The gastric sleeve procedure has become very common in terms of weight loss surgery. In spite of its recent popularity among patients and surgeons it’s still controversial, especially regarding bougie size.
What is a Bougie?
The bougie (BOO-zhee) is a measuring device in the form of a long, flexible tube. Surgeons use it to guide them when dividing the stomach.
During the surgery the bougie is inserted through the mouth and guided through the esophagus and stomach to the pylorus. The tube creates a bulge that the surgeon uses to guide the stapler in dividing the stomach. After the sleeve is formed the bougie is removed.
Bougies come in various sizes and the unit of measurement is called a French, abbreviated F. 1F = 0.333 mm or 1/3 mm. A 40F bougie is equal to ½ inch for example. Standard bougie sizes in the U.S. range from 32 – 50F.
Generally, the smaller the bougie used, the smaller the new stomach size. But the same size bougie doesn’t always create the same size stomach. A lot depends on the surgeon and whether he/she over sews the staple line, and if so by how much.
There is no unanimous agreement on the ideal bougie size for a given patient. This is a challenge because each procedure requires the surgeon to find the size that will be the safest, yet allow for the most amount of weight loss.
The smaller the bougie that is used, the smaller the sleeve and the resulting stomach restriction. But there is a greater risk of leakage and instances of stricture. A stricture occurs when scar tissue develops and interferes with the normal movement of food and liquids into the stomach. It can only be corrected with surgery.
On the other hand, if a larger bougie is used, there is less risk but then maybe less weight loss as well.
2008 Gastric Sleeve Bougie Study
This study showed a very minor difference in weight loss results when using a 40F bougie vs a 60F bougie. At 6 months the difference was less than 2% and at 12 months the difference was less than 6%.
Study: Laparoscopic sleeve gastrectomy: does bougie size affect mean %EWL? Short-term outcomes. Surg Obes Relat Dis. 2008 Jul-Aug;4(4):528-33. doi: 10.1016/j.soard.2008.03.245.)
2013 Gastric Sleeve Surgery Study on Leaks
The results show that bougies of 40F and larger had incidents of leaks with virtually no change in weight loss. Pending further research but caution is recommended in using the smallest possible bougie due to the risks outweighing the benefits.

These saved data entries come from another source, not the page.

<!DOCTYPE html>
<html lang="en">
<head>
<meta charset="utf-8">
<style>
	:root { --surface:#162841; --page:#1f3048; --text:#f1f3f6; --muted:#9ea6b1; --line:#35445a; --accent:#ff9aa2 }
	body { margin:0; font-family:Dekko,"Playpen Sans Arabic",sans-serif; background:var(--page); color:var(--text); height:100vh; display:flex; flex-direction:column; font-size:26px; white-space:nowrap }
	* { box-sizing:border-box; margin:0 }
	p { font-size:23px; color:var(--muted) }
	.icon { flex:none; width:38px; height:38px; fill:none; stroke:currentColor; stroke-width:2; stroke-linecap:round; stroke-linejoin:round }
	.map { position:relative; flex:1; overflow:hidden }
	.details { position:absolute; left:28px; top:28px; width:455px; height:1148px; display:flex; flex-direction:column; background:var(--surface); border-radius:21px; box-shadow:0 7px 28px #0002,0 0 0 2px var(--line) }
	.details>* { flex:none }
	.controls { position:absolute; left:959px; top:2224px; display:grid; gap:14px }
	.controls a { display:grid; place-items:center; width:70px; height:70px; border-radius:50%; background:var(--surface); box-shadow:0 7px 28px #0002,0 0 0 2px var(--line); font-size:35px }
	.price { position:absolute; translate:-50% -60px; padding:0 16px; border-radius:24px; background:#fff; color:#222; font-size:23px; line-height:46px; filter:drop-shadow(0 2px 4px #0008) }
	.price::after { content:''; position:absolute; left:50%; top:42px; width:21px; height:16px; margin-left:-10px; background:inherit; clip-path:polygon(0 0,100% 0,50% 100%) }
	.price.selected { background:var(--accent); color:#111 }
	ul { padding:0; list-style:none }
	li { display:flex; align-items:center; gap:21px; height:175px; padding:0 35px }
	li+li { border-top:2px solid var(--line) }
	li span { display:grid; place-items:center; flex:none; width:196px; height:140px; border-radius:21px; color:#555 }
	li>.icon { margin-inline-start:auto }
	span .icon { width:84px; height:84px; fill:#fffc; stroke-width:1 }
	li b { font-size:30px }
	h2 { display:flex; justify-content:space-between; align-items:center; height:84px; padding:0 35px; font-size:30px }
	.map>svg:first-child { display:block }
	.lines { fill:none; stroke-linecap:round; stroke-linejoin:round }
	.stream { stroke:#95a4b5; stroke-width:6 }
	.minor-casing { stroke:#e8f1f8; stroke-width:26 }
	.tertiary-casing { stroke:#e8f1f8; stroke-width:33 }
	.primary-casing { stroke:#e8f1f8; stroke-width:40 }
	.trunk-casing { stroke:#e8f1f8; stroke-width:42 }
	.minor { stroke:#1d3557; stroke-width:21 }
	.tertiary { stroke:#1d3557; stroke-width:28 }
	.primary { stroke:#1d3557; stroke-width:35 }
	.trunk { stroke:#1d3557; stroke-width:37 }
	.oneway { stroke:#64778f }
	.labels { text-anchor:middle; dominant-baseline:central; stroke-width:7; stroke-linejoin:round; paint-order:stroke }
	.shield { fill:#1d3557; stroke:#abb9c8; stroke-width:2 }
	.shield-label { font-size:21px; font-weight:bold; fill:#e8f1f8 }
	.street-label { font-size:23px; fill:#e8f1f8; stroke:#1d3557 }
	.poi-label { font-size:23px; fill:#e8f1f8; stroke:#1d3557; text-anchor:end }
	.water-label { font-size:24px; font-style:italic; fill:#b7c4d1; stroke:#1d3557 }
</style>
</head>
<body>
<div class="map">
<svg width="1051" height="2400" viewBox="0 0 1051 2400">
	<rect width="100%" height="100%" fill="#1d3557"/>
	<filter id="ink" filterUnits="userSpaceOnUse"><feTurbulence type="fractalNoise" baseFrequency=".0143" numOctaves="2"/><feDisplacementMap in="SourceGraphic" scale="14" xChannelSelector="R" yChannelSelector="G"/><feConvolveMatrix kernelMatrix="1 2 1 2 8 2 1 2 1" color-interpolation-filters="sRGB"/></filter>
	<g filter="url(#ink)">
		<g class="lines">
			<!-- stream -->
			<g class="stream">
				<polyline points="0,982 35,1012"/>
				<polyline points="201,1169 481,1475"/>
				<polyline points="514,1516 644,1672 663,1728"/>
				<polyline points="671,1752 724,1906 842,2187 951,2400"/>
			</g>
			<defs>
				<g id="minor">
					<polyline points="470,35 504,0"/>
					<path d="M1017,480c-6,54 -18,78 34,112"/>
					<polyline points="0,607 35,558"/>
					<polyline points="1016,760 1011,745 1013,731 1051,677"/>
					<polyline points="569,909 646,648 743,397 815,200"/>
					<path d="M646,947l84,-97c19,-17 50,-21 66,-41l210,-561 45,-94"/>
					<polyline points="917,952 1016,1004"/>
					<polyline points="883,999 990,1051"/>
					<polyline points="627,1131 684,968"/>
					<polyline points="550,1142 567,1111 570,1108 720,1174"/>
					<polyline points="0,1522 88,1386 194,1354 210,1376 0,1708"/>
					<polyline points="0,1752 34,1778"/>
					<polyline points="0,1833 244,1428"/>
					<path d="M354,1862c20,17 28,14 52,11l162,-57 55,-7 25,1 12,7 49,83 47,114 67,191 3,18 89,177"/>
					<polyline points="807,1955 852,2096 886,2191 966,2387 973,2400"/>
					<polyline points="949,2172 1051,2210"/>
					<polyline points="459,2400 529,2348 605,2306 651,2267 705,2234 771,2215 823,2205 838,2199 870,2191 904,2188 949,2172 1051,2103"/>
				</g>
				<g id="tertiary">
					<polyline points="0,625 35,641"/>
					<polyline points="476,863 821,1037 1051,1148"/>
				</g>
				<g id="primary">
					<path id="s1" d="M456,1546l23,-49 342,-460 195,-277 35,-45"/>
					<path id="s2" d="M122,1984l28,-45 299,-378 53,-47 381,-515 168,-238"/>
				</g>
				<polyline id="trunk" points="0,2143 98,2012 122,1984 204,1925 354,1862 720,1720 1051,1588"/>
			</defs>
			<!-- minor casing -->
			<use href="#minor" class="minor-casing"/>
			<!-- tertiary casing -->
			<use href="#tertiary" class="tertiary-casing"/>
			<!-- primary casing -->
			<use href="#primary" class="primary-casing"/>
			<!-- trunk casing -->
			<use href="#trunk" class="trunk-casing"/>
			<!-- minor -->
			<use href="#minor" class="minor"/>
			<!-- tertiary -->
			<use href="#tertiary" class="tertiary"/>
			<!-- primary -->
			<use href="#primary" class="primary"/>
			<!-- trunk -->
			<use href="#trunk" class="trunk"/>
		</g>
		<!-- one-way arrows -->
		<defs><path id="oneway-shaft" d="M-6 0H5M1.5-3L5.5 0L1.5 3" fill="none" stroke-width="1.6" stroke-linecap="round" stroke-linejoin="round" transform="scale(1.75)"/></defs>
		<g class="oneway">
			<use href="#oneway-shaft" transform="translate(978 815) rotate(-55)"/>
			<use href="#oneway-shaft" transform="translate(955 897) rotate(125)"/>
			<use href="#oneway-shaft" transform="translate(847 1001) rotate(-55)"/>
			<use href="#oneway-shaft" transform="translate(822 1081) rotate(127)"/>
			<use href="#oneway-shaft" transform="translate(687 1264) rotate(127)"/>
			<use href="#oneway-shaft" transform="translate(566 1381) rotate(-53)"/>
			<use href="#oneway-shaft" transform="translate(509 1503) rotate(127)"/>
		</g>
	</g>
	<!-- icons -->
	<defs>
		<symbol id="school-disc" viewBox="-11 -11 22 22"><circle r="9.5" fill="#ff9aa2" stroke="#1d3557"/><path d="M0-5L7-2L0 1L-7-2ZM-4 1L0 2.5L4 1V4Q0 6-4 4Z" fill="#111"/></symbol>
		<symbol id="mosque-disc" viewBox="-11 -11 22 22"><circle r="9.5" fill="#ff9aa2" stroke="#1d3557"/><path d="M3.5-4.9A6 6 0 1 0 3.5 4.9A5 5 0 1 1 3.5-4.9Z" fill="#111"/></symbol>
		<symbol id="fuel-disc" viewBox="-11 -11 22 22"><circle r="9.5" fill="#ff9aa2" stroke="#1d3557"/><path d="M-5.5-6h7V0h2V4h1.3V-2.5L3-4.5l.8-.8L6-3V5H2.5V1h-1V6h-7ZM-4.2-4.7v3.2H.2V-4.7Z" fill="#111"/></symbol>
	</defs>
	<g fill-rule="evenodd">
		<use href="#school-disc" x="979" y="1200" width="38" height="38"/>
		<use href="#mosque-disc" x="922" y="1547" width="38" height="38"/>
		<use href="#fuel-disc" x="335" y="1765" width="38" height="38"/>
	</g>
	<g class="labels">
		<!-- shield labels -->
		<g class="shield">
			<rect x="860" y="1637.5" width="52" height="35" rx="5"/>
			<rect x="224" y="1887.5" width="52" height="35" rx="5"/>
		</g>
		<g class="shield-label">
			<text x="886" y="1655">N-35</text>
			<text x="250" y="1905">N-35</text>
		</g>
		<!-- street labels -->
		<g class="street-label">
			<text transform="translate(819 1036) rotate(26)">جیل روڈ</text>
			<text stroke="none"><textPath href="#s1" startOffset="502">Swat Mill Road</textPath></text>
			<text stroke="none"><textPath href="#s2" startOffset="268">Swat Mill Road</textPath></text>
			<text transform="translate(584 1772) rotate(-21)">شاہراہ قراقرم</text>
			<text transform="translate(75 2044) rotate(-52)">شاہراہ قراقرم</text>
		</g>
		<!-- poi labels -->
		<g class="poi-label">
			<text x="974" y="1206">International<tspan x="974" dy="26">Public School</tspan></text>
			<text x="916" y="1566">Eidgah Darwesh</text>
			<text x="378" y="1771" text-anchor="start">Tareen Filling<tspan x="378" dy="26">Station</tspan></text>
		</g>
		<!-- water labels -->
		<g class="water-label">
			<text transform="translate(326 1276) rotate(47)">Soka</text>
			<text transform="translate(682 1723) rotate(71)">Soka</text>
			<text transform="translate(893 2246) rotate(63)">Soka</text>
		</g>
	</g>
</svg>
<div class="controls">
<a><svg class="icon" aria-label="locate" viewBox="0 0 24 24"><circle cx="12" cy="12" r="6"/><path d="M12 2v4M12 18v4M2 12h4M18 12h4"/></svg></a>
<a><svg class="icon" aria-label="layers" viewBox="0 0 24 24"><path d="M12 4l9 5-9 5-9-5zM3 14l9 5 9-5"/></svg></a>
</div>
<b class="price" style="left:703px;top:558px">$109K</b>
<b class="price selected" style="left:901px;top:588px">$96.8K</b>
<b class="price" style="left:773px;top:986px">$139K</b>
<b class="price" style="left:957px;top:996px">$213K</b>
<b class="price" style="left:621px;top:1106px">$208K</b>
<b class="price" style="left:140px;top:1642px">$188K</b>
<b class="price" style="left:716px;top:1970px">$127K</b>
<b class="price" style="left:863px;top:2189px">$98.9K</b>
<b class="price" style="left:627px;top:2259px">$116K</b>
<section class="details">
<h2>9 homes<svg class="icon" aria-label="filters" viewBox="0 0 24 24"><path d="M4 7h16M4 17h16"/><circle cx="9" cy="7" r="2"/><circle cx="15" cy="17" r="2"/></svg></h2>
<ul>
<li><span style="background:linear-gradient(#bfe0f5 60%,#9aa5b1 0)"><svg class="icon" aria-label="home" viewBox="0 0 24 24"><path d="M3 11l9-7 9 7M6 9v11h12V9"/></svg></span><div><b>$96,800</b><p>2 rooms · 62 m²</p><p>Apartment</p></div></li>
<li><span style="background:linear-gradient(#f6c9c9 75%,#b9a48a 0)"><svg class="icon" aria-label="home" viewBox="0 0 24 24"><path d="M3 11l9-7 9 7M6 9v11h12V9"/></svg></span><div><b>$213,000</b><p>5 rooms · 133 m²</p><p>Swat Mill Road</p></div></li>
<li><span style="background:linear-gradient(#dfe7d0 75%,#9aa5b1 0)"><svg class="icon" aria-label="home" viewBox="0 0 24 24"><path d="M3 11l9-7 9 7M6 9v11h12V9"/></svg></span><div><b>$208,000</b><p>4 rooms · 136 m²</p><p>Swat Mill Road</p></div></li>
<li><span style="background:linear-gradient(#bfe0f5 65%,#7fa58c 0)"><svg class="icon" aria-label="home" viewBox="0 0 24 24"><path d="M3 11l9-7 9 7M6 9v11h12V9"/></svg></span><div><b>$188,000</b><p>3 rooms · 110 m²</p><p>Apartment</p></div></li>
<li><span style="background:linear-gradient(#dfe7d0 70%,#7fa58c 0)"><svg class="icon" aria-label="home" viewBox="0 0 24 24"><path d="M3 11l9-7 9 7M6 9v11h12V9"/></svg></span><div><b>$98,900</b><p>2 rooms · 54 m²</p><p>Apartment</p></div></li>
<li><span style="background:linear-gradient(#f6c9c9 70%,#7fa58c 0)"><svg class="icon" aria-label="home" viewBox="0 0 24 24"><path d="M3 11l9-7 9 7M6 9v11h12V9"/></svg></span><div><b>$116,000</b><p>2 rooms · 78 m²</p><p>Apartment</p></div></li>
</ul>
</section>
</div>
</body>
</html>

(Study: The Effects of Bougie Caliber on Leaks and Excess Weight Loss Following Laparoscopic Sleeve Gastrectomy. Is There an Ideal Bougie Size? Obes Surg. 2013 Aug 3. [Epub ahead of print])
2012 Gastric Sleeve Study
Surgeons surveyed reported that in the range of 32F – 50F the most common size being used is 36F, (used by 32% of them). Studies showed that the procedure is relatively safe while there are still variations in bougie size.
(Study: Survey on laparoscopic sleeve gastrectomy (LSG) at the Fourth International Consensus Summit on Sleeve Gastrectomy. Obes Surg. 2013 Aug 4. [Epub ahead of print])
What is the Best Bougie Size for Gastric Sleeve Surgery
Many variables determine bougie size including patient input, their height and weight and of course the surgeon. It’s typically smaller when this is a stand alone procedure (32-50F) rather than a duodena switch (50-60F).
Depending on the bougie size the new stomach will be 60-80% smaller. After surgery the new stomach will hold a meal of ½ cup to 1 ½ cups, rather than the normal 4 – 6 cups.
Before undergoing the sleeve gastrectomy procedure you must discuss bougie size with your surgeon. You need to understand his reasons for recommending the size he intends to use. It’s your stomach and you need to be comfortable.
The sleeve will help reduce hunger and limit food intake, but you need to follow a reduced calorie, nutrient-rich diet if you want to be successful.